The string "wash" may appear on lines of the entries below; report how many such lines there are, and only that.
START AVAILABLE DATA
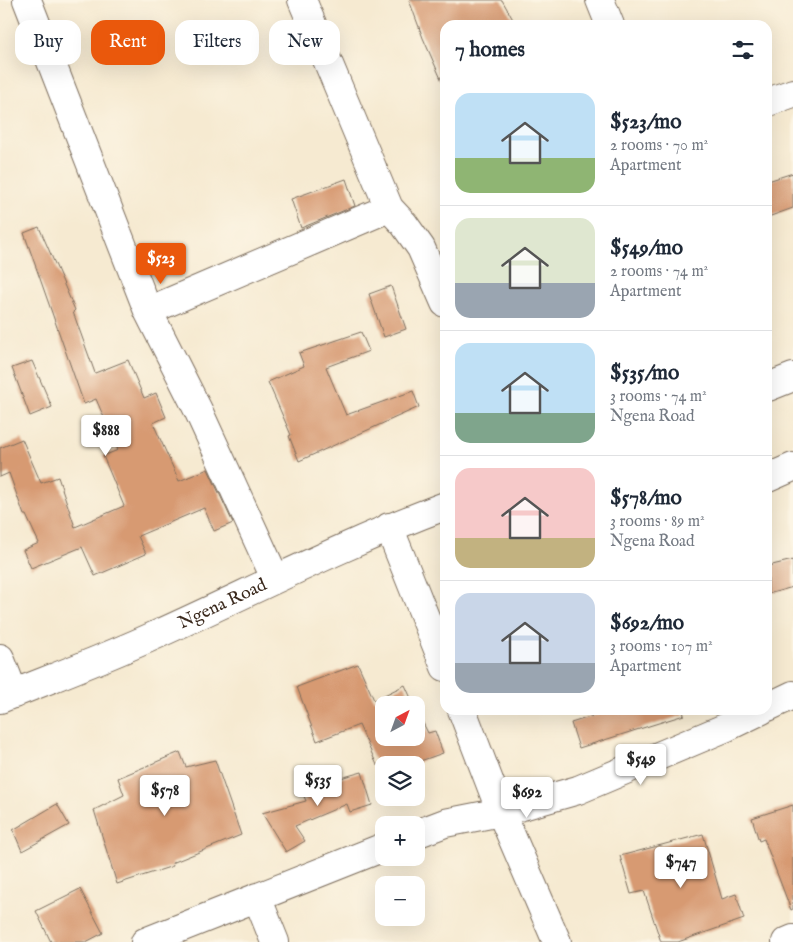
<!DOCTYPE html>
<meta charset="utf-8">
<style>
body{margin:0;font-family:"IM FELL English",serif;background:#f6f6f7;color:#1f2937;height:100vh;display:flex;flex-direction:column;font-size:19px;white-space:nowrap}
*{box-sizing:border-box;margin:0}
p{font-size:16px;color:#747a83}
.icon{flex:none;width:28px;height:28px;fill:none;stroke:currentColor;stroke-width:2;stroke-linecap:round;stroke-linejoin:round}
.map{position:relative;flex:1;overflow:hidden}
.drawer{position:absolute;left:440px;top:20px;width:332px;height:695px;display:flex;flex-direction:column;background:#fff;border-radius:15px;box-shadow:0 5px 20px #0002}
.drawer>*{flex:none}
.guide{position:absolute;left:15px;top:20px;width:350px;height:45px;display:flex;gap:10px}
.needle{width:32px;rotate:41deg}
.controls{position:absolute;left:375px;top:696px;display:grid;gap:10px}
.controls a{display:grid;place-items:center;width:50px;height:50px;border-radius:10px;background:#fff;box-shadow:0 5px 20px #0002;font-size:25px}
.price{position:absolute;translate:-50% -42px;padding:0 11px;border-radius:5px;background:#fff;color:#222;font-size:16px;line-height:32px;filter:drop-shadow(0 1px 2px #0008)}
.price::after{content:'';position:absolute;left:50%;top:30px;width:15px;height:11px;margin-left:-8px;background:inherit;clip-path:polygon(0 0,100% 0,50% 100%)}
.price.selected{background:#ea580c;color:#fff}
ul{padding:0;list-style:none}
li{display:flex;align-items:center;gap:15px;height:125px;padding:0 15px}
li+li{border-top:1px solid #e0e1e3}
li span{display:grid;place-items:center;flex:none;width:140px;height:100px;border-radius:15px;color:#555}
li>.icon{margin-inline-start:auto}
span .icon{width:60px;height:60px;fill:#fffc;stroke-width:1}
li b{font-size:21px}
h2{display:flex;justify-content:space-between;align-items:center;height:60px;padding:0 15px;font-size:21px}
.tag{padding:0 18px;border-radius:15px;background:#fff;box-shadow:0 5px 20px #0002;font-size:18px;line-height:45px}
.tag.selected{background:#ea580c;color:#fff}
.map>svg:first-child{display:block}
.building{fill:#d79a72}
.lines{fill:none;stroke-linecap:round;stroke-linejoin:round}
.street-casing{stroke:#7c6d5d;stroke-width:30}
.secondary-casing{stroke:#7c6d5d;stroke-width:30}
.street{stroke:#fff;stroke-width:28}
.secondary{stroke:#fff;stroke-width:28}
.labels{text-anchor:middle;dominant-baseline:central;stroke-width:5;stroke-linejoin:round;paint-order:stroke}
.street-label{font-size:18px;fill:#3b2a1e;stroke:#fcf5e5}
</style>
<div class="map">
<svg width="793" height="942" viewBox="0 0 793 942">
<rect width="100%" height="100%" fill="#fcf5e5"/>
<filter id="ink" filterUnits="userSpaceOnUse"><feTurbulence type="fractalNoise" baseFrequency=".02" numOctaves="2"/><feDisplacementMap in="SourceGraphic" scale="10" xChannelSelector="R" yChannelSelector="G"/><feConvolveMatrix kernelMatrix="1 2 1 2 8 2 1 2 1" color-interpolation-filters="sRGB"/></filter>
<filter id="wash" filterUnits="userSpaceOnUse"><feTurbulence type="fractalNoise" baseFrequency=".0096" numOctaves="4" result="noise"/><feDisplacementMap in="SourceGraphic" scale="20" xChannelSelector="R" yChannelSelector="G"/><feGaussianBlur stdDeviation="1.12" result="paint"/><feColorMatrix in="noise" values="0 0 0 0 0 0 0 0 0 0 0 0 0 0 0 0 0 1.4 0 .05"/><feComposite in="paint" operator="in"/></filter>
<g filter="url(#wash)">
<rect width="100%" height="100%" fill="#f6ead1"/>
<g id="blocks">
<path class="building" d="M409 0H502L516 25H445V88L423 38Z
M793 173V208L768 217V181Z
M346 179 355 206 301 228 291 199Z
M39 227 75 310 73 312 95 373 128 360 144 398 156 393 166 417 153 423 179 481 208 469 233 523 214 531 204 508 138 536 146 554 95 576 82 547 31 568 23 550 39 543 26 515H24L9 473 0 477V448L22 439 41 483 58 477 75 527 124 506 103 456 118 450 96 399 84 404 24 233Z
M391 286 406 329 384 337 369 294Z
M361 332 369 351 326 367 346 415 413 391 419 407 299 461 289 436 291 435 268 382 304 366 299 353Z
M32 361 52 407 30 416 12 368Z
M793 560V587L768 594V566Z
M358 664 374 700 405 685 414 705H384V738H416V709L428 733 435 731 443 753 409 765H377L359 725 317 741 297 687Z
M612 710H683L684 715 579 748 571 723Z
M180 752 186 767 215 760 241 835 172 863 173 866 117 884 94 810 124 795 118 778Z
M362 772 372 805 350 812 347 804 295 826 305 841 286 852 262 813 306 801 301 789Z
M57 804 69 825 22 851 13 830Z
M793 805V909L791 910 764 839 759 841 752 818Z
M703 834 722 899 736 894 744 919 678 942H661L644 891 631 894 620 856Z
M80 889 103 933 86 942H51L36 911Z"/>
</g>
</g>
<g filter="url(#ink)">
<use href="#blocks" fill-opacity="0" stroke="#7c6d5d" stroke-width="1"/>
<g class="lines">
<defs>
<path id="street" d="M27 0 148 311 198 410 275 578
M600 0 610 25
M768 102 793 93
M389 208 404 224 421 248 445 303
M148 311 389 208 302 0
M768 478 793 467
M389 527 445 667
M0 658 14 694
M768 707 793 695
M462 710 501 812 557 942
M416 834 445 823 501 812 578 790 727 727 762 710
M257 897 275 942
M145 942 384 847
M786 942 793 939"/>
<g id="secondary">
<path d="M768 387 793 377"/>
<path id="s1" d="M0 699C52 678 106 658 158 634 253 591 346 543 445 506"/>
</g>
</defs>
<use href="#street" class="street-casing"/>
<use href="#secondary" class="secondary-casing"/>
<use href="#street" class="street"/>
<use href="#secondary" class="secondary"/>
</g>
</g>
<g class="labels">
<g class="street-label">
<text stroke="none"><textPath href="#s1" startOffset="242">Ngena Road</textPath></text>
</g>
</g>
</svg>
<div class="controls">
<a><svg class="needle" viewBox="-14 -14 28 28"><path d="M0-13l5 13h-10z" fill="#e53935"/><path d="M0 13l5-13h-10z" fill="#747a83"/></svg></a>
<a><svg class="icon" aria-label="layers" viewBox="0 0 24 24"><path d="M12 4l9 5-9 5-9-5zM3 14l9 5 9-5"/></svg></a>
<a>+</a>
<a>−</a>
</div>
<b class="price selected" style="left:161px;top:285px">$523</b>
<b class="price" style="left:106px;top:457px">$888</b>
<b class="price" style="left:641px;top:786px">$549</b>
<b class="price" style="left:318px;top:807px">$535</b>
<b class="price" style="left:165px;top:817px">$578</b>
<b class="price" style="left:527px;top:819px">$692</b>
<b class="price" style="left:681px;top:889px">$747</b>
<div class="guide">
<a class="tag">Buy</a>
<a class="tag selected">Rent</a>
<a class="tag">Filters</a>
<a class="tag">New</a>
</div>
<section class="drawer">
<h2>7 homes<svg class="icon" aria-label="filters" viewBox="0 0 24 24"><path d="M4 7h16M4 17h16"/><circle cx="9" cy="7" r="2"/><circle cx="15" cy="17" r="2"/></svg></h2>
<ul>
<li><span style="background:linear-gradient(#bfe0f5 65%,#8fb573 0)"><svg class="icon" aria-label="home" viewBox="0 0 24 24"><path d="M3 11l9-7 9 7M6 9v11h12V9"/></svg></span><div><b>$523/mo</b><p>2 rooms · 70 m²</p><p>Apartment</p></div></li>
<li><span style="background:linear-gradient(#dfe7d0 65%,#9aa5b1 0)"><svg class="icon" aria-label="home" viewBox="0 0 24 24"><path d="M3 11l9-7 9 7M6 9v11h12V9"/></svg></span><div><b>$549/mo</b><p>2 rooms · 74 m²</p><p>Apartment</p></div></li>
<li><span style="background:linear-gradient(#bfe0f5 70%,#7fa58c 0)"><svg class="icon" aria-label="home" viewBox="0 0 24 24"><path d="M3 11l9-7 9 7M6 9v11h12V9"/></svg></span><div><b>$535/mo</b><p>3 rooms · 74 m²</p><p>Ngena Road</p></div></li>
<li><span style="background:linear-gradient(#f6c9c9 70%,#c2b280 0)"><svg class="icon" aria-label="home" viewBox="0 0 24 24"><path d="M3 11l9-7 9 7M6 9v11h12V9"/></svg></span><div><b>$578/mo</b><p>3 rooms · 89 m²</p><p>Ngena Road</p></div></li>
<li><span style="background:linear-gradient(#c9d6e8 70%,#9aa5b1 0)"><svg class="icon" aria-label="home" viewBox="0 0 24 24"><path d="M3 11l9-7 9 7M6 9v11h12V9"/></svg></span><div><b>$692/mo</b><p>3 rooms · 107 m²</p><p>Apartment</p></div></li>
</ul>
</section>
</div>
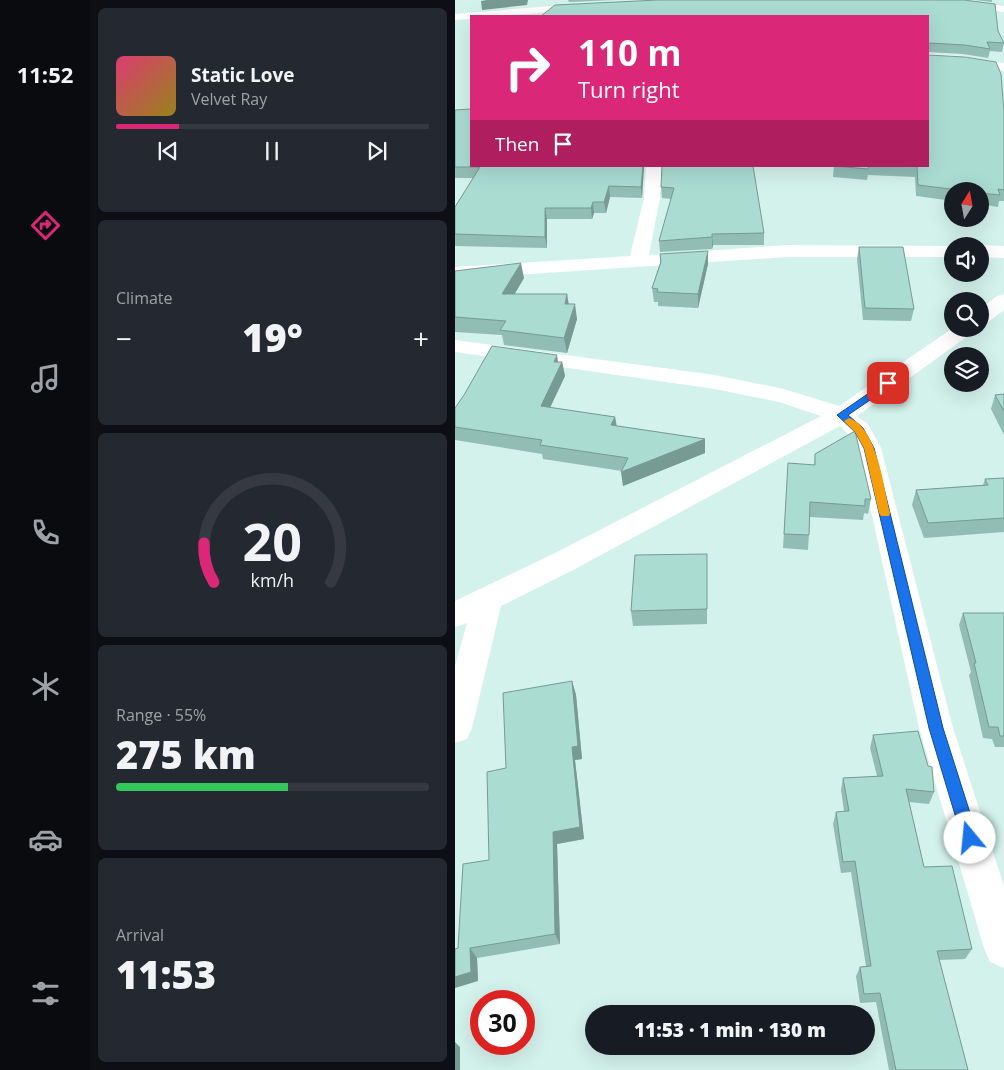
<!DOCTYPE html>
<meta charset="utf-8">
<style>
:root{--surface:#171b24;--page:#242831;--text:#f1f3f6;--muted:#9ea1a6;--line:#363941;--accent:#db2777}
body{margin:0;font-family:"Open Sans",sans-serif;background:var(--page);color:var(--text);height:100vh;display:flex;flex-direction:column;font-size:19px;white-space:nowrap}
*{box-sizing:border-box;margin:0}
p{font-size:16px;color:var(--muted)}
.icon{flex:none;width:28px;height:28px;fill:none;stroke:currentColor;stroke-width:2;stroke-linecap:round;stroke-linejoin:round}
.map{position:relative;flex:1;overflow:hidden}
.details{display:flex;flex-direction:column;gap:8px;padding:8px;background:#0d0f14;width:365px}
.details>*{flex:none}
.top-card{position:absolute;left:15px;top:15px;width:459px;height:152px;border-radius:0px;box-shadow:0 5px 20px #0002;background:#db2777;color:#fff;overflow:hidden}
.needle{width:32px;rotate:11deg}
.buttons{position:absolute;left:489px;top:182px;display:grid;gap:10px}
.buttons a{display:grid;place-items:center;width:45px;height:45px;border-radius:50%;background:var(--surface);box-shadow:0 5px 20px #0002;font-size:25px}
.speed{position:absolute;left:15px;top:990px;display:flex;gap:10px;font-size:25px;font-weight:700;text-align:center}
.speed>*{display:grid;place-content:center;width:65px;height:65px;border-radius:50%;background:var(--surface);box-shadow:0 5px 20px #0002;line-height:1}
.speed .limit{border:8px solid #d22;background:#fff;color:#111}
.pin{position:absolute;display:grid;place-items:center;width:42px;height:42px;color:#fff;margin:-21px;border-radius:10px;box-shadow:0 2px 8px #0006}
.me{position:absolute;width:55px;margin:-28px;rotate:343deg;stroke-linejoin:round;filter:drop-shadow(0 0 4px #0008)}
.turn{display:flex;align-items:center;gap:18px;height:105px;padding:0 25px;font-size:22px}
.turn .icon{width:65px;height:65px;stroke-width:2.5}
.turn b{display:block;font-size:35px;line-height:42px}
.then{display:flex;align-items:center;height:48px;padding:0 25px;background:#0003;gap:10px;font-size:19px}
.big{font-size:38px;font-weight:800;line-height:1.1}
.details .widget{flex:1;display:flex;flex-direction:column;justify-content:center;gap:8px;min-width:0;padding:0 18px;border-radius:8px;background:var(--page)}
.details .dial{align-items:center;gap:0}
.dial svg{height:130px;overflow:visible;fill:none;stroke:var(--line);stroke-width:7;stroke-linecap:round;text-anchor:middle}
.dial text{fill:var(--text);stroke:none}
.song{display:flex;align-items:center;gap:15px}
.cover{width:60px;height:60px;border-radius:8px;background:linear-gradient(135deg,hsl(340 70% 55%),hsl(50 70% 35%))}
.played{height:5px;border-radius:2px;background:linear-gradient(90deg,var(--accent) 20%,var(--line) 20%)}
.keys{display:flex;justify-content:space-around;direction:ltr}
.heat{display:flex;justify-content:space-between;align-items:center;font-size:28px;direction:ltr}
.charge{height:8px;border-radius:4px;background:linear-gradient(90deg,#34c759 55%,var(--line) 0)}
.trip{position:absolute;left:130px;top:1005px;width:290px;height:50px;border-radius:25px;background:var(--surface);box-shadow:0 5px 20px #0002;font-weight:800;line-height:50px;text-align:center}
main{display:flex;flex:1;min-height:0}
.tab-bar{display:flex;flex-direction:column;width:90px;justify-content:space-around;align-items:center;background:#090b0e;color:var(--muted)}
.tab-bar .icon{width:35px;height:35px}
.tab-bar .current{color:var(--accent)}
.tab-bar b{font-size:22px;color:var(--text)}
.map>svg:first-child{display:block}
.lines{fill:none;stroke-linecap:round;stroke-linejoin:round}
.minor{fill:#fff;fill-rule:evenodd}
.wall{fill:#92bdb5}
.shaded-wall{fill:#779a93}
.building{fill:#aadcd2;stroke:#779a93}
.route{fill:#1a73e8;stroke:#114b97}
.slow{fill:#f59e0b}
</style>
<main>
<nav class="tab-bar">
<b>11:52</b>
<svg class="icon current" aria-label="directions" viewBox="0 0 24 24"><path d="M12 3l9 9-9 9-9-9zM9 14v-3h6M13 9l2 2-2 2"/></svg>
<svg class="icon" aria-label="music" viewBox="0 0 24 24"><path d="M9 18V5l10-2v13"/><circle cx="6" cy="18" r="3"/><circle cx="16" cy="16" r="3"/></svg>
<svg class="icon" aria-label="phone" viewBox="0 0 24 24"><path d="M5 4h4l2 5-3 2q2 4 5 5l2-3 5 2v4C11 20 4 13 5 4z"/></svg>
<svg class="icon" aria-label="climate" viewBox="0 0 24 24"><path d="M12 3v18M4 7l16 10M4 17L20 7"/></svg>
<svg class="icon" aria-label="car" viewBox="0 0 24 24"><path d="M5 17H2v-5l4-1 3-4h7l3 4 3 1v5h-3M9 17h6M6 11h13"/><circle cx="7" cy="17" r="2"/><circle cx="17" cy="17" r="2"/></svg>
<svg class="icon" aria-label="filters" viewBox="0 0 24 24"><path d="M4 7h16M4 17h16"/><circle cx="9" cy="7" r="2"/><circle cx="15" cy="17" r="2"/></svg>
</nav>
<section class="details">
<div class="widget">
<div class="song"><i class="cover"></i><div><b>Static Love</b><p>Velvet Ray</p></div></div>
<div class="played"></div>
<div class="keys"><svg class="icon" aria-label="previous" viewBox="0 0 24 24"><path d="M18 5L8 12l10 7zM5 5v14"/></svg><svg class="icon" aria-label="pause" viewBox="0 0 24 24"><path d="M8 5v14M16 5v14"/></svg><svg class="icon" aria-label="next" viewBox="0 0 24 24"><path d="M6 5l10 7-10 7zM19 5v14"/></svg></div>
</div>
<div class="widget"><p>Climate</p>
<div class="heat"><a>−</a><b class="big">19°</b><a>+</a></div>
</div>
<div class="widget dial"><svg viewBox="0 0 100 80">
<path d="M14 69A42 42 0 1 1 86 69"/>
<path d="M14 69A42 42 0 0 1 8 45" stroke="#db2777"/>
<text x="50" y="56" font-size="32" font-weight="700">20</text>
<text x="50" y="72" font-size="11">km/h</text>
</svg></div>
<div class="widget"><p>Range · 55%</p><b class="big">275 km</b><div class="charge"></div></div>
<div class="widget"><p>Arrival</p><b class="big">11:53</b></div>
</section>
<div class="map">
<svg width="549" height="1070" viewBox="0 0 549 1070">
<rect width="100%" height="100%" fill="#d3f2eb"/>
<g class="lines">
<path class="minor" d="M476 0H506L549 6V12L481 3Z
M133 3 138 6 137 8 50 16H16V19L0 20V14Z
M472 54 508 56 549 63V71L508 64 472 62Z
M191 166H207L205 198 194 255 332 245 501 246H498V257H332L0 279V267L175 256 189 198Z
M525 245 549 246V258L525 257V246H522Z
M549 294V310L532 323 525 325V309L542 296Z
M498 328 521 329 517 333 402 416 413 424 426 448 498 728 549 886V968L535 962 529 948 464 728 402 448 394 435 385 426 120 569 46 606 17 728 12 739 0 743V666L12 623 0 627V601L100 553 366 416 324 402 260 389 0 352V340L260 375 329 389 384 406Z"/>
</g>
<path class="wall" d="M113 0H160L114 2Z
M520 0H537V2Z
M472 16 543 31 549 43 547 52 535 51 533 58 508 54 472 52Z
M0 110 16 166H189L187 198 155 197 151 213H139L137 219H92V248L0 246V207L18 178H0Z
M549 112V201H544L543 207 525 204V191H498V201L461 196 460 177 413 175 412 180 378 177 379 166H472Z
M207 166 309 233V245H258L257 249 205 252 204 241 216 199 207 198 206 187Z
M404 247 459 309 456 321 408 320 402 259Z
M205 254 253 264 243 308 203 306V302H199L197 288 205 263Z
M0 271 69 278 59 294H112L114 304 122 319 112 353 49 345 47 335 0 332Z
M103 362H107L110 376 95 408 160 417 162 426 250 439V453L168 486 167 471 88 459 87 454 0 440V408Z
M549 394V435L536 409 540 395Z
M360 454 416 499 413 514 409 513 408 520 355 517 353 550 328 548 333 463 359 465Z
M549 478V532L469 538 457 505 461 490 528 485 530 479Z
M252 554V624L178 626 176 611Z
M508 613H549V747H540L537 739 528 738 514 675 516 672 504 625Z
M117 681 121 695 127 759 120 760 129 839 102 844 105 944 22 958 23 981 3 948 34 860 51 768Z
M418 735 479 792 474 804 454 802 469 867 517 949 510 959 484 960 513 1070H434L421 1002 405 1003 401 976 405 967 411 966 396 872 386 873 378 824 381 812 389 811 386 790 388 778 422 776 415 748Z"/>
<path class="shaded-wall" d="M32 0H73L72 5 27 10 26 1Z
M188 166H189L187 198 186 187Z
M154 186 155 197 151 213 149 202Z
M138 202 139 213 137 219 136 208Z
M90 208 92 219V248L90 237Z
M257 234 258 245 257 249Z
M253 251V264L243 308V294Z
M66 263 69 278 51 309 47 294Z
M112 294 114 309 110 304Z
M120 304 122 319 112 353 109 338Z
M102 355 104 368 107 362 110 376 89 420 86 406 99 362Z
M160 417 162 431 156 425Z
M250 439V453L168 486 166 472Z
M117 681 121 695 127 759 120 760 129 839 102 844 105 944 100 934 98 832 117 747Z
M15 948 22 958 23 981 0 988V977Z
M0 1042 5 1047V1070H0Z"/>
<path class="building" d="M203 0H509L540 4 543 31 549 43 532 42 535 49 510 45 474 43 472 44V16H86L100 5Z
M472 54 473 55 510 57 541 62 546 74 549 112V190L543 189 545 195 525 193V191H512L463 185 462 166H472Z
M16 109V166H188L186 187 154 186 149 202H138L136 208H90V237L0 234V207L25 167H0V110Z
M207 166H298L309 233 257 234V237L204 241 219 188 206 187Z
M379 166H414L413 169Z
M404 247H448L459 309 410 308Z
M253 251 243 294 202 292 203 289 197 288 206 262 205 254Z
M66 263 47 294H112L110 304H120L109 338 45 330 51 321 0 317V271Z
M37 346 102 355 99 362H107L86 406 160 417 156 425 250 439 166 472 173 458 85 445 87 440 0 427V408L9 395Z
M549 394V411L540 395Z
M400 431 416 499H410V506L355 502 354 535 329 534 333 463 360 465V454Z
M549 478V518L473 523 461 490 533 485 530 479Z
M252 554V609L176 611 180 555Z
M508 613H549V736H545L543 727H534L519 663H521Z
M117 681 123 746 117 747 125 827 98 832 100 934 15 948 16 972 0 977V949L3 948 8 864 34 860 32 772 51 768 48 693Z
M463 731 473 766 477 767 479 792 451 789 469 867 497 866 517 949 482 951 513 1070H441L425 993 409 994 405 967 416 966 400 861 388 862 381 812 394 811 388 778 428 776 418 735Z"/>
<path class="route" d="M433 380 437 381V385L393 415 408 428 419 448 488 728 523 838 520 843 515 845 510 843 507 838 474 728 409 448 400 432 382 415Z"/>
<path class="slow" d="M394 418C422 427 429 488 435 513L434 516H426L424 513 409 448 400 432 389 421Z"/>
</svg>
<div class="buttons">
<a><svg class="needle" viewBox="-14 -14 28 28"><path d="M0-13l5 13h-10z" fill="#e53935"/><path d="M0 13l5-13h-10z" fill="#9ea1a6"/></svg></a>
<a><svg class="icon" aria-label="sound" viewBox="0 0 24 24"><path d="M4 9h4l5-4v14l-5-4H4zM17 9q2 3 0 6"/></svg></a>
<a><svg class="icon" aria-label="search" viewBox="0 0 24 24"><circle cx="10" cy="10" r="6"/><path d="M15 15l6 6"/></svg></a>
<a><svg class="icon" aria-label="layers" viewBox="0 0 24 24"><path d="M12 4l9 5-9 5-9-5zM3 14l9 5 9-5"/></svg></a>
</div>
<div class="speed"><div class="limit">30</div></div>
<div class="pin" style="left:433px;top:383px;background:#d93025"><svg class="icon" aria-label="arrive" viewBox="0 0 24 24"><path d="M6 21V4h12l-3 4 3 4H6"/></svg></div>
<svg class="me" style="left:515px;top:838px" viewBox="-20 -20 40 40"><circle r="19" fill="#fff"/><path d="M0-13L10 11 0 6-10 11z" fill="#1a73e8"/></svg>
<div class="trip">11:53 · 1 min · 130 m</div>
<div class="top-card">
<div class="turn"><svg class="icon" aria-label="right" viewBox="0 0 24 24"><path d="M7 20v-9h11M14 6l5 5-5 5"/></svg><div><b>110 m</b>Turn right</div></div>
<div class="then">Then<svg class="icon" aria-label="arrive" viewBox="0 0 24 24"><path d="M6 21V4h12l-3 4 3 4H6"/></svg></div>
</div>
</div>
</main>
END AVAILABLE DATA
- [RESPONSE]:
2